• _What the task asks_: Exactly the lines from the beginning of the material to the line with "2px #3f564b) drop-shadow(0" are to be repeated, both ends included.

• _Task material_:
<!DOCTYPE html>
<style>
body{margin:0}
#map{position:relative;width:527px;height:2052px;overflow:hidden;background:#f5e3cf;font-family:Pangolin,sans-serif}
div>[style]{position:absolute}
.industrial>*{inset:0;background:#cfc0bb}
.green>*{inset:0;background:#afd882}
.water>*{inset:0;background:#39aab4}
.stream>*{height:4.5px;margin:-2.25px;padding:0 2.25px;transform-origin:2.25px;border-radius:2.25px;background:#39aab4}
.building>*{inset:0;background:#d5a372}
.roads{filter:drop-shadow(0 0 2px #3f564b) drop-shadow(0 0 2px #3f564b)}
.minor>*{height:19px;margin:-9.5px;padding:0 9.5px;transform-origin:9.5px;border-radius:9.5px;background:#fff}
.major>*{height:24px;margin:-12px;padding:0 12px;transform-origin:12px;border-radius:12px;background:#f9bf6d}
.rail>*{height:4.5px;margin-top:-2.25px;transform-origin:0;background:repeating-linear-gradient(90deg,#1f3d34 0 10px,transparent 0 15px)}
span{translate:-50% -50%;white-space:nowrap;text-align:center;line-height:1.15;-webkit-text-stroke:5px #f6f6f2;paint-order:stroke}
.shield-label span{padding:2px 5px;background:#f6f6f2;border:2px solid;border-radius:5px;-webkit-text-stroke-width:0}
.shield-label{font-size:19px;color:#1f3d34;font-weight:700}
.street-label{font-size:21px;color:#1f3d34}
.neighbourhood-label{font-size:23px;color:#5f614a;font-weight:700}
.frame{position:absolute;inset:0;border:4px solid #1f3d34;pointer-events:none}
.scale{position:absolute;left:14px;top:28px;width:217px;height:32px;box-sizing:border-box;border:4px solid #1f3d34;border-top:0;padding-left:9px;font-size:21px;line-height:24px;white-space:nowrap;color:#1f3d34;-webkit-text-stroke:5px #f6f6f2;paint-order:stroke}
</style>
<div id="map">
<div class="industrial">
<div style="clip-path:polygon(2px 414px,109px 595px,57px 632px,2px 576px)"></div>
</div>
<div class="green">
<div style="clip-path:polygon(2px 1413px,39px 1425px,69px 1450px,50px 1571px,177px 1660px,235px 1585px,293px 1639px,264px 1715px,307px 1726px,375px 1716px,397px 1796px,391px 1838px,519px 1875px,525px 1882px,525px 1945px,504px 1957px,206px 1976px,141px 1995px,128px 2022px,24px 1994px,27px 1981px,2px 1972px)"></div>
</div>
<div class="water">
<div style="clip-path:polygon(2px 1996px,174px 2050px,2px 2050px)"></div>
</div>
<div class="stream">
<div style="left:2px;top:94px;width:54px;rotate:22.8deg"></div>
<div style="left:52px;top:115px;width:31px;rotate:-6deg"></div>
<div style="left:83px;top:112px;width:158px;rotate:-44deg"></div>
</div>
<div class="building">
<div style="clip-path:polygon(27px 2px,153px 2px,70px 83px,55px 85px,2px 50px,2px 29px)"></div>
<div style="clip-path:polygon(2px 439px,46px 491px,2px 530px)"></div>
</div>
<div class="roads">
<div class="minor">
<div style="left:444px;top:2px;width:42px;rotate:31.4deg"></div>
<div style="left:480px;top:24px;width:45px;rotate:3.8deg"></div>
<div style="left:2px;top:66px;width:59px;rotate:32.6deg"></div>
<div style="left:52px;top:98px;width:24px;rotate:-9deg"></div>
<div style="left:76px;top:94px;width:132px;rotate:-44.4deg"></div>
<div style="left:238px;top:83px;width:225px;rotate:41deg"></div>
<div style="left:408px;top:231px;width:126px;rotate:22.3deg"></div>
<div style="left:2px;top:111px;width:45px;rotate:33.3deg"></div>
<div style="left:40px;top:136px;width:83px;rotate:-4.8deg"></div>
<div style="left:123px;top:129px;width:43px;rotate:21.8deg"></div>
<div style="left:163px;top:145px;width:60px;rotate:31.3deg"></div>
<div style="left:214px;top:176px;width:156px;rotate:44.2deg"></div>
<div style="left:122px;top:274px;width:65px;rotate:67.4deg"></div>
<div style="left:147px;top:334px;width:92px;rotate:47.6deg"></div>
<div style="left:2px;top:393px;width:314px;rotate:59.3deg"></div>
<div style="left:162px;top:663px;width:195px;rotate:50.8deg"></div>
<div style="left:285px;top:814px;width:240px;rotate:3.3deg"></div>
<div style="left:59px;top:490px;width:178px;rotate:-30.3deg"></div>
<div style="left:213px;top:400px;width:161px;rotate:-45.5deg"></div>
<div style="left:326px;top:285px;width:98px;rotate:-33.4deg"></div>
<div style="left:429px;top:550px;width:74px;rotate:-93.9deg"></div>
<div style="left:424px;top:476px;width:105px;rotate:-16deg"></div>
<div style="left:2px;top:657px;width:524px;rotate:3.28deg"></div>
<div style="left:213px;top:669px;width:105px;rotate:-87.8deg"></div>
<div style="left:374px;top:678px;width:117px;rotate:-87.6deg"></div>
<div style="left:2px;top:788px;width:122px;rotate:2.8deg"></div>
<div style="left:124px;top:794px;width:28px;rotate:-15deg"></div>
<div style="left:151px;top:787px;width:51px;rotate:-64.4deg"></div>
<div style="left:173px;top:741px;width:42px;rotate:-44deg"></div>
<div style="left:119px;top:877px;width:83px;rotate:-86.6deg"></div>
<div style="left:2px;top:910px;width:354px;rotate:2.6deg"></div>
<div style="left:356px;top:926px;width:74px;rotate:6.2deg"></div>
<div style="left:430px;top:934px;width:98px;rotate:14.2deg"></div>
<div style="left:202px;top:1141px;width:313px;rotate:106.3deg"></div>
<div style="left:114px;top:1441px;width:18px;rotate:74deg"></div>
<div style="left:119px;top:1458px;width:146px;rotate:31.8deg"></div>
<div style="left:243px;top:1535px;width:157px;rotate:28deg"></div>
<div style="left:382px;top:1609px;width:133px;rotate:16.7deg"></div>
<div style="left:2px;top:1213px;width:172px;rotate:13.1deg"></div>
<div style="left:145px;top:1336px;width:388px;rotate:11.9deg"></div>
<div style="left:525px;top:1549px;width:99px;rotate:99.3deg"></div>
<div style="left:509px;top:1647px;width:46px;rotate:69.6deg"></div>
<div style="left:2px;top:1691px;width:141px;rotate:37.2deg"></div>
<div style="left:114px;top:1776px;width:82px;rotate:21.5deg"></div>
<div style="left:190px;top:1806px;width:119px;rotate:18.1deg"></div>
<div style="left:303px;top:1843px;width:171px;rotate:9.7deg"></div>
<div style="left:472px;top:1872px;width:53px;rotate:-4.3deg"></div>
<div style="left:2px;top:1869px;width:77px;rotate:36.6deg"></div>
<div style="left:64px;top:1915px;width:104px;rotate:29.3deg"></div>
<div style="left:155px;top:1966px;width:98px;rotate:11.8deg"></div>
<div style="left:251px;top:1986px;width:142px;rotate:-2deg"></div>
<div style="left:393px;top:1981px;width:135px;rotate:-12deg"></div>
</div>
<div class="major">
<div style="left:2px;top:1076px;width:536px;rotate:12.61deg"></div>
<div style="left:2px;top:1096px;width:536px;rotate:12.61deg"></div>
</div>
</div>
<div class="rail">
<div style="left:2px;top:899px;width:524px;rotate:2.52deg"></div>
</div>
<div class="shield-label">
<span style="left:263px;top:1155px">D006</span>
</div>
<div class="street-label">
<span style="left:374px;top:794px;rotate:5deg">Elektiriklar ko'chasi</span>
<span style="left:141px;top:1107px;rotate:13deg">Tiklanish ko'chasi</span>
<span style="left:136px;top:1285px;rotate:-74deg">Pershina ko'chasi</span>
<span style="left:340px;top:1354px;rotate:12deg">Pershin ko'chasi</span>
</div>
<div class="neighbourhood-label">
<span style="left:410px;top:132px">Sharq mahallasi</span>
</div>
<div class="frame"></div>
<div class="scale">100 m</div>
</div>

• _Written reply_:
<!DOCTYPE html>
<style>
body{margin:0}
#map{position:relative;width:527px;height:2052px;overflow:hidden;background:#f5e3cf;font-family:Pangolin,sans-serif}
div>[style]{position:absolute}
.industrial>*{inset:0;background:#cfc0bb}
.green>*{inset:0;background:#afd882}
.water>*{inset:0;background:#39aab4}
.stream>*{height:4.5px;margin:-2.25px;padding:0 2.25px;transform-origin:2.25px;border-radius:2.25px;background:#39aab4}
.building>*{inset:0;background:#d5a372}
.roads{filter:drop-shadow(0 0 2px #3f564b) drop-shadow(0 0 2px #3f564b)}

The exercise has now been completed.